The boys are shown running on their way to the 'Bijou' in the pouring rain.

"Slow down, you guys!" Cartman shouted at the back running his chubby little legs off.

"We can't slow down, Cartman!" Stan called back. "We're almost there!"

"Guys, I'm serious, here! You gotta wait up!"

"We're getting soaked, fat ass!" Kyle shouted, not willing to get even more wet to help someone he barely liked.

Finally they got to the theatre. They all ran underneath the lights, away from the rain.

"Can I help you?" The clerk asked in his windowed box.

Stan walked up to the box and stood on his toes handing the man twenty dollars. "I need four tickets to 'As the Rose Pedal Falls,' please."

The clerk stared right into the 9-year-old's little face. "You... You what?"

"I wanna see the movie."

"Are you positive?"

"Why wouldn't I be?"

"You realize that 'Rose Pedal' is a chick flick."

"It is?" Stan asked realizing they had run in the rain for a chick flick.

"Ya... You still wanna see this movie?"

"I dunno. Kyle?"

"I don't care, dude," Kyle responded.

"NO!" Cartman shouted. He ran up to the box and grabbed the clerk's shirt from under the glass and pulling so that his face was right up against the glass. "I did NOT come all this way to be told that a movie is for girls! I am bored as FUCK right now, and if I don't get my entertainment..." He closed in the the clerk's face; whispering almost. "... I will feed you your own shit... personally."
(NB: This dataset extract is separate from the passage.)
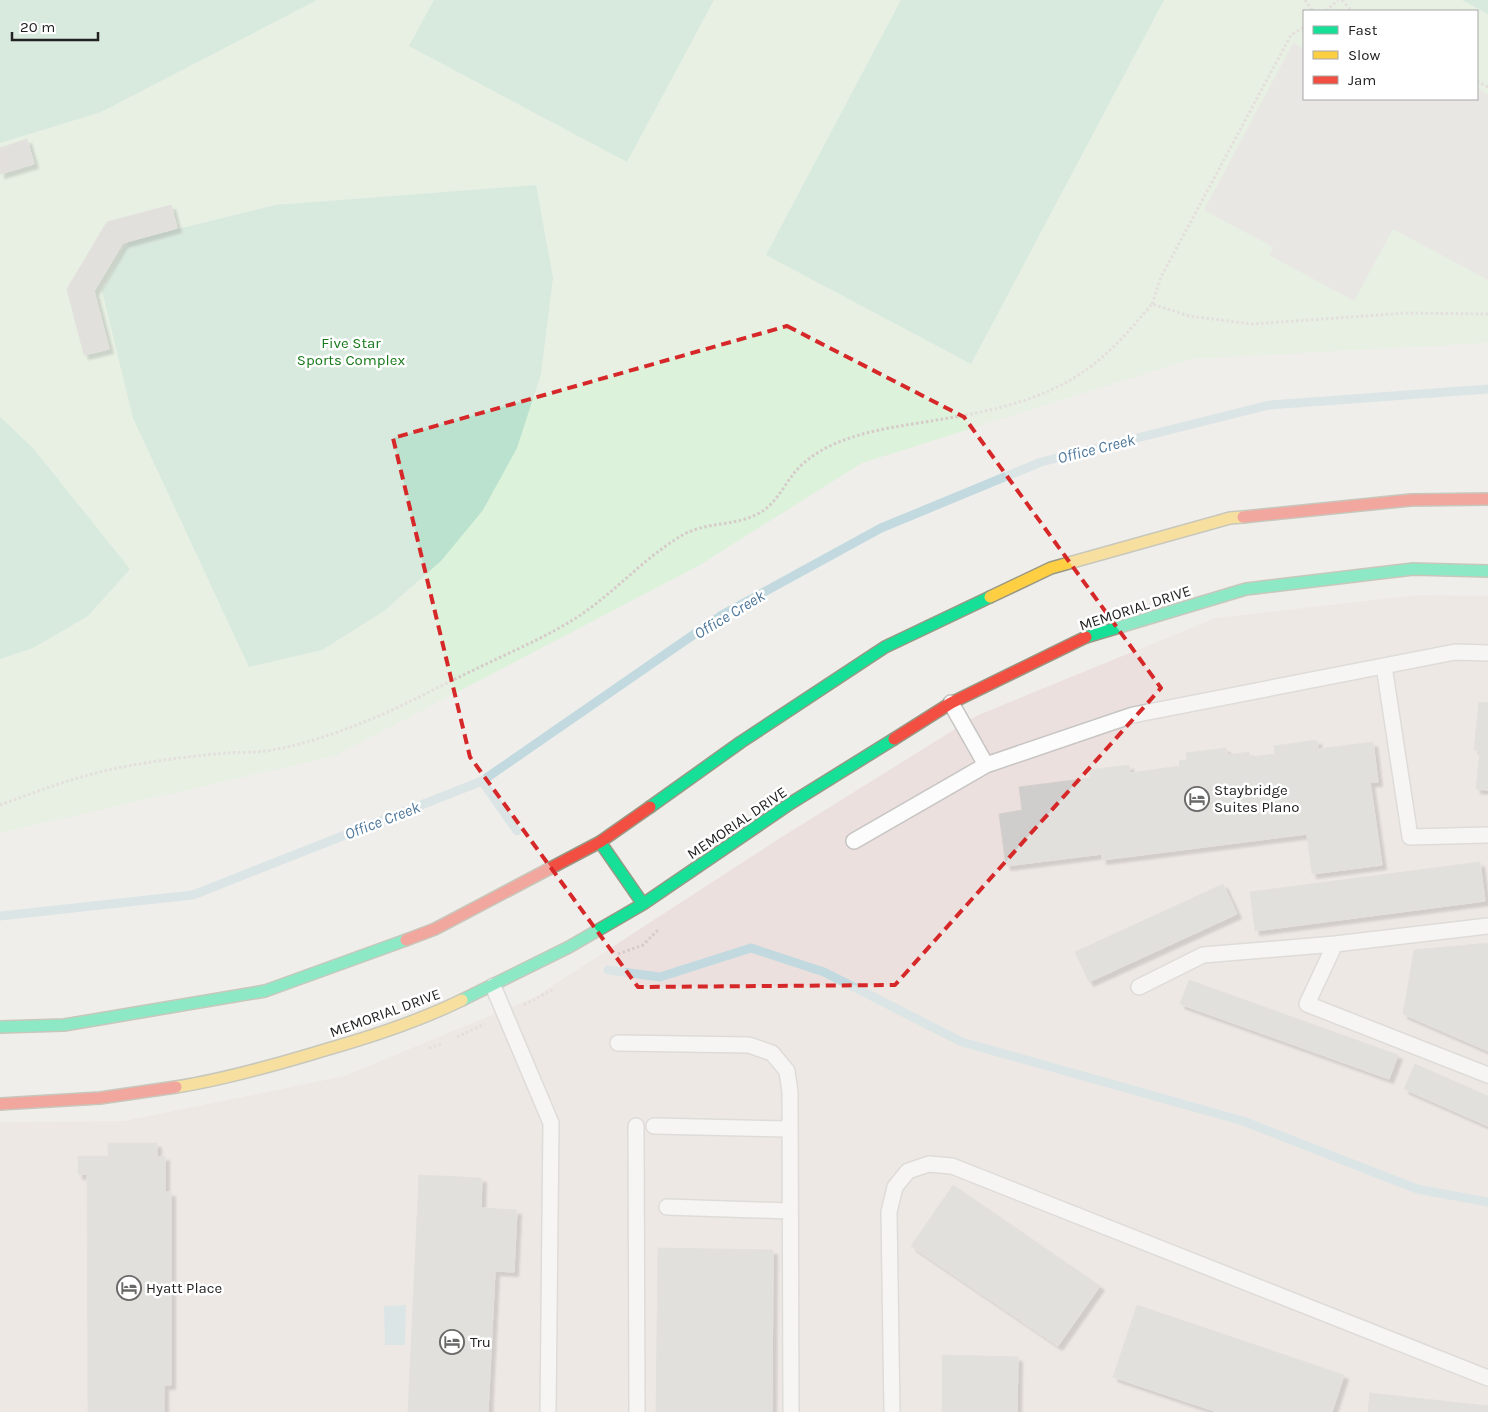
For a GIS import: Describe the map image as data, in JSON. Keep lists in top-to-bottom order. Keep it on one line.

The clerk pushed a button and 4 tickets pushed out of a slot.

"Why, thank you very much," Cartman thanked normally, taking the tickets.

_**Inside the theatre, viewers from all over the town are getting set in their seats ready to watch the newest film. What lie in store for these four brave adventurers? Only time shall tell.**_

The movie began to roll. The screen went black. The words "Sundance Film Festival award winner" slid across the screen.

"... What?" Cartman asked in confusion.

"Dude, what's wrong?" Kyle asked.

"Sundance Film Festival? ... Sundance BUTTHOLE Film Festival?!"

"What's the Sundance FIlm Festival?" Kenny asked.

"They're all a bunch of independant films. They try to be deep and meaningful with their shaking cameras and their black and white dramatic shots of the main character walking on the beach or sitting in a lawn chair or autumn leaves falling!"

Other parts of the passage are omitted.